1> Richard Kelly (writer) has an uncanny ability to intertwine a multiplicity of themes and genres into one grand narrative. Donnie Darko simultaneously qualifies itself within all these genres: Horror, Drama, Comedy, Contemplative, Love, Satire, etc. I am amazed at how seamlessly this film moves between these emotions yet maintains its focus on the bigger story. What is the bigger story? Well, I’m not sure exactly. Something about time travel, demon-bunny rabbits, God, violence, justice, or love???

2> Donnie Darko possessed me to read my first book written by a prolific atheist (perhaps possessed isn’t the best term here).

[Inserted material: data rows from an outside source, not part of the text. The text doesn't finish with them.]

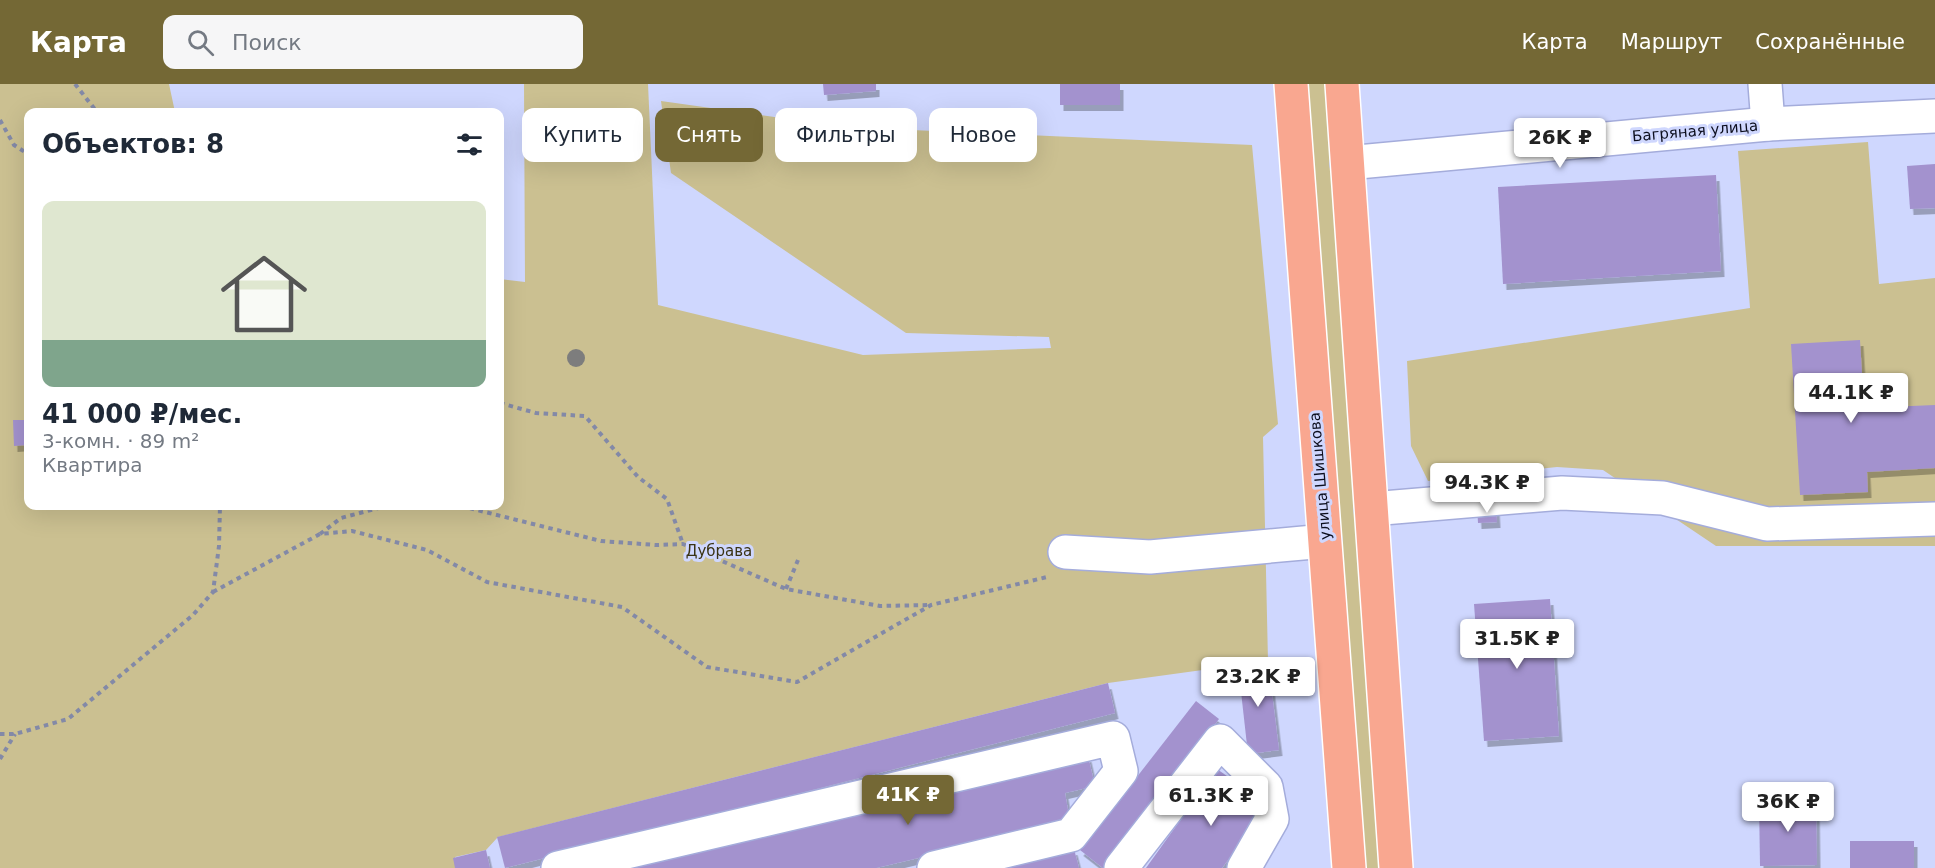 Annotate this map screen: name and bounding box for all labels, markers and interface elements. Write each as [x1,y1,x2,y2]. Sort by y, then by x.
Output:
search box [163,15,583,69]
text: Карта [30,26,127,59]
icon: search [184,26,217,59]
text: Поиск [232,30,302,55]
text: Карта [1522,30,1588,54]
text: Маршрут [1621,30,1722,54]
text: Сохранённые [1755,30,1905,54]
chip: Купить [522,108,643,162]
chip: Снять [655,108,763,162]
chip: Фильтры [775,108,917,162]
chip: Новое [929,108,1037,162]
street label: Багряная улица [1631,117,1759,145]
pin: 26K ₽ [1518,118,1602,169]
text: 26K ₽ [1528,125,1592,149]
icon: filters [453,128,486,161]
text: Объектов: 8 [42,129,224,159]
icon: home [210,240,318,348]
pin: 44.1K ₽ [1796,373,1906,424]
text: 44.1K ₽ [1808,380,1894,404]
text: 41 000 ₽/мес. [42,399,242,429]
street label: улица Шишкова [1305,411,1335,541]
text: 3-комн. · 89 m² [42,429,199,453]
text: Квартира [42,453,143,477]
pin: 94.3K ₽ [1432,463,1542,514]
text: 94.3K ₽ [1444,470,1530,494]
park label: Дубрава [686,542,752,560]
pin: 31.5K ₽ [1462,619,1572,670]
text: 31.5K ₽ [1474,626,1560,650]
pin: 23.2K ₽ [1203,657,1313,708]
text: 23.2K ₽ [1215,664,1301,688]
pin: 41K ₽ [866,775,950,826]
pin: 61.3K ₽ [1156,776,1266,827]
text: 41K ₽ [876,782,940,806]
pin: 36K ₽ [1746,782,1830,833]
text: 61.3K ₽ [1168,783,1254,807]
text: 36K ₽ [1756,789,1820,813]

I immediately went to purchase Stephen Hawking’s “A Brief History of Time” which I read yesterday. Hawking’s book only piques my interest in the movie’s meaning and intent, but raises other interesting questions in my mind about the way philiosophers and scientists couch their questions about God. With Dr. Hawking, I feel that if he would only rephrase the questions he is asking about God and Creation, he (and Donnie Darko) would come to different conclusions concerning them. Not that Donnie Darko comes to any conclusions about God. Unlike Hawking, I feel as if Donnie’s deepest longing is to be in community. “I don’t want to be alone.” he confesses to his psychiatrist. Despite my deep convictions that overtly conflict with Dr. Hawking, his work that I suppose inspired Donnie Darko leaves me hopeful that we live in a world that is focused in a determined search for meaning and community. And despite the radical cynicism that Donnie Darko employs, it is somehow (perhaps paradoxically) a hopeful story.

3> In the movie, Jake Gyllenhaal’s character, Donnie Darko, has an interesting conversation with his science teacher. I haven’t engaged in any research, so I can only recall from memory here. The conversation takes a hard left turn when Donnie inquires about time travel. Something Donnie has experienced (in visions or dreams, or perhaps in reality) causes him to explore wormholes, or portals that allow us to see predetermined paths into the future. While experiencing these visions, Donnie sees a portal pertruding from people’s chest (heart/soul) and traveling ahead of them to predetermined locations. Someone wants a beer, so the portal travels to the refridgerator ahead of them. Moments later the person “obeys” the path of the portal. Donnie is apparently gifted with the ability to see this where others cannot. Anyhow, I was thinking of it as a “will” or “desire” in my mind as I watched the film. As Donnie asks his teacher about wormholes and portals, the teacher responds by saying that Donnie is now contradicting himself with regards to the existence of God. His argument is that if there are portals that we can see into the future with, then we have the ability to change that path (choice) and therefore God must not exist. Donnie replies by noting that he is right, unless God is in control of the choice, or provides the choice. I understand the arguments that could proceed from here, but I am interested in one thing at this point – why does Donnie Darko ask a question that the most brilliant mathmeticians fail to ask when faced with time and space conundrums? What if God created the conundrum?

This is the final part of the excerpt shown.